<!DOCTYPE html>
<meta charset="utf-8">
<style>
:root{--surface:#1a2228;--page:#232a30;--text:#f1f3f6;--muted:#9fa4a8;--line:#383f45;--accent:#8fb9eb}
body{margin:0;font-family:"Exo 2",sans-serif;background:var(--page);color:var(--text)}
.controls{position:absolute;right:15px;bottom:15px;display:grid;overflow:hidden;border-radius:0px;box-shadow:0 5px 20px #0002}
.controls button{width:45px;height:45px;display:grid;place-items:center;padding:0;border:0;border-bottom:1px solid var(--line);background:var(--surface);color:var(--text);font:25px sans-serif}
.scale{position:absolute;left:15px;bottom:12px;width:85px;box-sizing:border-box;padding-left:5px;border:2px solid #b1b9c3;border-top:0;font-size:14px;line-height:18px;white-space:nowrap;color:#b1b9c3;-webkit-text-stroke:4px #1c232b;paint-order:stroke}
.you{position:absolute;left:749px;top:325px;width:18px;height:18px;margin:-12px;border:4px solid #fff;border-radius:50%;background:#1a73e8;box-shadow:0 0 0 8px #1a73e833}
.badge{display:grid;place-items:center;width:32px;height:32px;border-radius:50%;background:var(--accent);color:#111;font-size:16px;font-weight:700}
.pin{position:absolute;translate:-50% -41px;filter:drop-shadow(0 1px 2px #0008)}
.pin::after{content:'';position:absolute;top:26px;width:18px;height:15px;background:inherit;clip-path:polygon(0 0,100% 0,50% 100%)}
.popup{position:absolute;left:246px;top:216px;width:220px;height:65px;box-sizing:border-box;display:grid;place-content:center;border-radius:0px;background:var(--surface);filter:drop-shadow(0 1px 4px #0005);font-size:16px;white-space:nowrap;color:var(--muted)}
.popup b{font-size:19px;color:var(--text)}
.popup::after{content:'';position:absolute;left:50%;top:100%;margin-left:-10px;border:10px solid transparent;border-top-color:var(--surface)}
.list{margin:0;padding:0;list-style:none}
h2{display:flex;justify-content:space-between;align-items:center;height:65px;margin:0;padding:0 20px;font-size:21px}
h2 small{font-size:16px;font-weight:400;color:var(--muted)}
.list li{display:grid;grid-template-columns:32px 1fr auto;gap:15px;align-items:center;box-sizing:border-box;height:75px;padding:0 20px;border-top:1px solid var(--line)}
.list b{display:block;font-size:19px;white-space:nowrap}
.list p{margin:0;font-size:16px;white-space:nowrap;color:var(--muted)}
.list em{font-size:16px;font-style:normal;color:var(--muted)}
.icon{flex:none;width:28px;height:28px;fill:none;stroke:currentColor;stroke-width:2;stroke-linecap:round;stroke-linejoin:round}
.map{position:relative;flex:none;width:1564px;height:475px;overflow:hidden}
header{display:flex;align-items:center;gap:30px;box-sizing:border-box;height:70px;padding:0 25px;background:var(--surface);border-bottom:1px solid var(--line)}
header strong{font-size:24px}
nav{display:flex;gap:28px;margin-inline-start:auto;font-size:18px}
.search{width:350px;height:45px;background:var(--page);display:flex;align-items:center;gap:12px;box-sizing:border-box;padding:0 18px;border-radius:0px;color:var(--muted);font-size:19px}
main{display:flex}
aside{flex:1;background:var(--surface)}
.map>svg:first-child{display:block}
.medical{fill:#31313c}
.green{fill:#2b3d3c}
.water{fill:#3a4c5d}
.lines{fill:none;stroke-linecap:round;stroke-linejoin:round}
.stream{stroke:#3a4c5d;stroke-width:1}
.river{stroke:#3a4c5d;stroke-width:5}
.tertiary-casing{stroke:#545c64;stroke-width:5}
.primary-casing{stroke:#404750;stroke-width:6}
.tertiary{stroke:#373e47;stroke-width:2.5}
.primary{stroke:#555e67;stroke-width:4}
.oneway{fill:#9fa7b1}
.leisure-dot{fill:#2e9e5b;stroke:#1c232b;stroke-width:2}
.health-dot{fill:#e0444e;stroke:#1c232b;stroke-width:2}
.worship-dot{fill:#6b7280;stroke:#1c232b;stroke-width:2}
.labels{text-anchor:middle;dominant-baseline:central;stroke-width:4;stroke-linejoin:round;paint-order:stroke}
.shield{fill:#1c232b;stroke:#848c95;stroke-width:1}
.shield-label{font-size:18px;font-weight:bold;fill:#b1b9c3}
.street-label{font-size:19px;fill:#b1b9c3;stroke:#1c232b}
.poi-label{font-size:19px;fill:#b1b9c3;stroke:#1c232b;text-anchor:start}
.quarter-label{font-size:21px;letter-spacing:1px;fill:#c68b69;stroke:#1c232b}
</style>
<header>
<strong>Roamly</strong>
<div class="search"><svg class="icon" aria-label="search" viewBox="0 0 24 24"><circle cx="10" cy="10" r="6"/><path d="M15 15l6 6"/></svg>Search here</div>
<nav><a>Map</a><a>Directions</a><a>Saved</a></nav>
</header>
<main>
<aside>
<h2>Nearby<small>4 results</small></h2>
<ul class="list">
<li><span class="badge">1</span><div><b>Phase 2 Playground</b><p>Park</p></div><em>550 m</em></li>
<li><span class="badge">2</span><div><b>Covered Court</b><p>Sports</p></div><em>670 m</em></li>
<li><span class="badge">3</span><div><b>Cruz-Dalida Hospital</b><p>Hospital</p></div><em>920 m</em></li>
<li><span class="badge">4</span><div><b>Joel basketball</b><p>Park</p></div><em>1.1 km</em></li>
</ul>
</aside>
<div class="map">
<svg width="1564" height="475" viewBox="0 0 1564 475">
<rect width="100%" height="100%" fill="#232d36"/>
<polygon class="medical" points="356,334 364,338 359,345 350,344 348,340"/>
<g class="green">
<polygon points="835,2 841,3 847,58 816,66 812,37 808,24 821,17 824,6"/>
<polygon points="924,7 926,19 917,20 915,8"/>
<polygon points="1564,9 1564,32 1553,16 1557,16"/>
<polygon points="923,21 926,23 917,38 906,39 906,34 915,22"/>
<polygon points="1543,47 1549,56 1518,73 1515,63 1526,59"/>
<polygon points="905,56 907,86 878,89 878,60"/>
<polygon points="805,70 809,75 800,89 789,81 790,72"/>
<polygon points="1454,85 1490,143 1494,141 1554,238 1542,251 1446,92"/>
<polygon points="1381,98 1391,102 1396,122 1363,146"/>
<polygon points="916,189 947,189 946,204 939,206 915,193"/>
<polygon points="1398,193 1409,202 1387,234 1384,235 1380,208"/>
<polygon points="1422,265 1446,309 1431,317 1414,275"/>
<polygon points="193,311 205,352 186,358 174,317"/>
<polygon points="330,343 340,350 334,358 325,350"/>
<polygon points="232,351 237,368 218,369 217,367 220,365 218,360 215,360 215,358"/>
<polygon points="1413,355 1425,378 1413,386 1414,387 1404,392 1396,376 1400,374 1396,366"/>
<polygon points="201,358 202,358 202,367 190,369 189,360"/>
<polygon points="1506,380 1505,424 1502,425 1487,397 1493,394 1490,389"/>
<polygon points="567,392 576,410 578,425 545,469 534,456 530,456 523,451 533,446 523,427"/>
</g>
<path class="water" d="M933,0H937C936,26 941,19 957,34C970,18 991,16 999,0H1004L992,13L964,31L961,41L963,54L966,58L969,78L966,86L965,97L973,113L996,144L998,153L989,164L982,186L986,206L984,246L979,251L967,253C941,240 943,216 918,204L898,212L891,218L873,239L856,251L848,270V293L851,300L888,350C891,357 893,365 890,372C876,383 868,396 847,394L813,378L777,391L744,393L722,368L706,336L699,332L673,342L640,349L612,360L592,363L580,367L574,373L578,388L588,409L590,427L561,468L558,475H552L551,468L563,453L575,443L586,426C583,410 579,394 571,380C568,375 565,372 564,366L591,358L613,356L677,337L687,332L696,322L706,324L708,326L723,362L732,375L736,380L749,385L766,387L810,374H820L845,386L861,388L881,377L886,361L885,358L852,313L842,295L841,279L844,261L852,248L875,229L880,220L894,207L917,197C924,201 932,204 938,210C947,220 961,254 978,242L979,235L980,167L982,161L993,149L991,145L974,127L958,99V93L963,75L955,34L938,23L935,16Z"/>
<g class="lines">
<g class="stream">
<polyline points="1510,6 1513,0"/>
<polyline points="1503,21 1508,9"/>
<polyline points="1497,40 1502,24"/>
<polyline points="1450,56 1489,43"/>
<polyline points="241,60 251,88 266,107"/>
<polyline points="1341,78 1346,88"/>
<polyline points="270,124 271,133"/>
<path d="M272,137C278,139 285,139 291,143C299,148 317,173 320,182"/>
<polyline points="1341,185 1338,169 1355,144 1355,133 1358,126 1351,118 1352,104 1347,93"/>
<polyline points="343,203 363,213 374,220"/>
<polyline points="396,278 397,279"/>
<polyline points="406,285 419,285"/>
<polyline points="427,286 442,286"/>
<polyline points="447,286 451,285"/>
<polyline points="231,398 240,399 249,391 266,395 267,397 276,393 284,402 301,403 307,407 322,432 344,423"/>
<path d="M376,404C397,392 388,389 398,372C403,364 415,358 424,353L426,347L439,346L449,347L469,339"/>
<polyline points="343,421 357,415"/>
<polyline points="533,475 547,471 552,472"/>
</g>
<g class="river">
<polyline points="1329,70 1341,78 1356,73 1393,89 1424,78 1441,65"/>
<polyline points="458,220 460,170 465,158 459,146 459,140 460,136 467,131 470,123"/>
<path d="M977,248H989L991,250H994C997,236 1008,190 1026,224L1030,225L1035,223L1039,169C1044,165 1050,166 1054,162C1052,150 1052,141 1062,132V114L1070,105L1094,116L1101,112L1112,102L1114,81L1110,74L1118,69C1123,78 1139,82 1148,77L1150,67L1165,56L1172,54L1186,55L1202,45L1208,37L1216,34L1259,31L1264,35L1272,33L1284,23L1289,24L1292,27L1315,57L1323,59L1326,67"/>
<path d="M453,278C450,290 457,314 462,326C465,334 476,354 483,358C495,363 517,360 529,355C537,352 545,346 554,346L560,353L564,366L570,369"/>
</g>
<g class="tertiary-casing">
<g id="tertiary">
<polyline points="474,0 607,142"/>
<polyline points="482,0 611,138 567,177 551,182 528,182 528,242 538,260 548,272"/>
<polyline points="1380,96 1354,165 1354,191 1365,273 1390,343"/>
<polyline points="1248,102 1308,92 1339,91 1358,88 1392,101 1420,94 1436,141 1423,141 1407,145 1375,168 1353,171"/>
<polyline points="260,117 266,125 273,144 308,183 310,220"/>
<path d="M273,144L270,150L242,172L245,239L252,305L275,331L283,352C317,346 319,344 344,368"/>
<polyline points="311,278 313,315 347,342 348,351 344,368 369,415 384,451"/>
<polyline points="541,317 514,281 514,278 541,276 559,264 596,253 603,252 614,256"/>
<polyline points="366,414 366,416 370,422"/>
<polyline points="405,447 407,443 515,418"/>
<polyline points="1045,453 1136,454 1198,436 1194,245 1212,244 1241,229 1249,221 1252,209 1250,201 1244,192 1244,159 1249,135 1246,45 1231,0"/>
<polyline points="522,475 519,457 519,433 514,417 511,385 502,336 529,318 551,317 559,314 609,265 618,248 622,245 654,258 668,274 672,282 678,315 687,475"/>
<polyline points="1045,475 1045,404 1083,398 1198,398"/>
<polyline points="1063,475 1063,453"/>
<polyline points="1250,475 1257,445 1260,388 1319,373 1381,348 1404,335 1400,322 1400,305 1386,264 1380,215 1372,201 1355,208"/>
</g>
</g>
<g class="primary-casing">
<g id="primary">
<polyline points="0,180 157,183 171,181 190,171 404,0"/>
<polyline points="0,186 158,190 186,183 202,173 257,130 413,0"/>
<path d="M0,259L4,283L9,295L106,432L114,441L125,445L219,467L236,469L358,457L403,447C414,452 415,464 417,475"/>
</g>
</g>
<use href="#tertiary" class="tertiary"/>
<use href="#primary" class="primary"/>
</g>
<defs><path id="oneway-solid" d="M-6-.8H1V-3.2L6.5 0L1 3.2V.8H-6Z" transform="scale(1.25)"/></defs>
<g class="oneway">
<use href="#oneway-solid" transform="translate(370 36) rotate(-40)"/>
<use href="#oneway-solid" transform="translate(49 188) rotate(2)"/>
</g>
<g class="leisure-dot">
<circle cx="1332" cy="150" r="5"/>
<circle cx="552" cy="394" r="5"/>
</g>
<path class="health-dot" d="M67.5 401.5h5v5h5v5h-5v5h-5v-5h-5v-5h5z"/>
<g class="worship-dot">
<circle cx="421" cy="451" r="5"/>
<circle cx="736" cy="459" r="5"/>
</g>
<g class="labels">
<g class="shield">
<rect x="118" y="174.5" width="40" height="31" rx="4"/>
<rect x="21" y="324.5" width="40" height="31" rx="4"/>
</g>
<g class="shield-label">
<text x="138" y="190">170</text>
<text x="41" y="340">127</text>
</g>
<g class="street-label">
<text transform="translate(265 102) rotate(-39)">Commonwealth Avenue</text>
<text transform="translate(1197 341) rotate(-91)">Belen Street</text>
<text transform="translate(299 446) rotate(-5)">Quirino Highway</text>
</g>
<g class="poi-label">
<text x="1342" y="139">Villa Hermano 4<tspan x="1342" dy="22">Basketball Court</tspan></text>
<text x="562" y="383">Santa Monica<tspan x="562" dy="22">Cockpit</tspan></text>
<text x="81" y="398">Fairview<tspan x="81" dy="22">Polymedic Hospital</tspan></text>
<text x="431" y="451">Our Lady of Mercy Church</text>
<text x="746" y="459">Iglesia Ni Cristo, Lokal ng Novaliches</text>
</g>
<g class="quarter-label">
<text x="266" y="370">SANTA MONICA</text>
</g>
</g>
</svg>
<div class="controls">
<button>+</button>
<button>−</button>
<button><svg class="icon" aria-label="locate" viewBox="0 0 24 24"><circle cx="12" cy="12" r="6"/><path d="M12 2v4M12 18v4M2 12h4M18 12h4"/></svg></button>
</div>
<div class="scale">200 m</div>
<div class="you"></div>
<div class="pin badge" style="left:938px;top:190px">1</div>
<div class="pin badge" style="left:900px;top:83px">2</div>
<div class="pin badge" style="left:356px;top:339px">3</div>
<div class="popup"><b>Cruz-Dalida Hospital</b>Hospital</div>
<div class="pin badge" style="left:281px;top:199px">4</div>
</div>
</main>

---

» Problem description
Return every line in the listing that contains the word "controls".

» Exercise response
.controls{position:absolute;right:15px;bottom:15px;display:grid;overflow:hidden;border-radius:0px;box-shadow:0 5px 20px #0002}
.controls button{width:45px;height:45px;display:grid;place-items:center;padding:0;border:0;border-bottom:1px solid var(--line);background:var(--surface);color:var(--text);font:25px sans-serif}
<div class="controls">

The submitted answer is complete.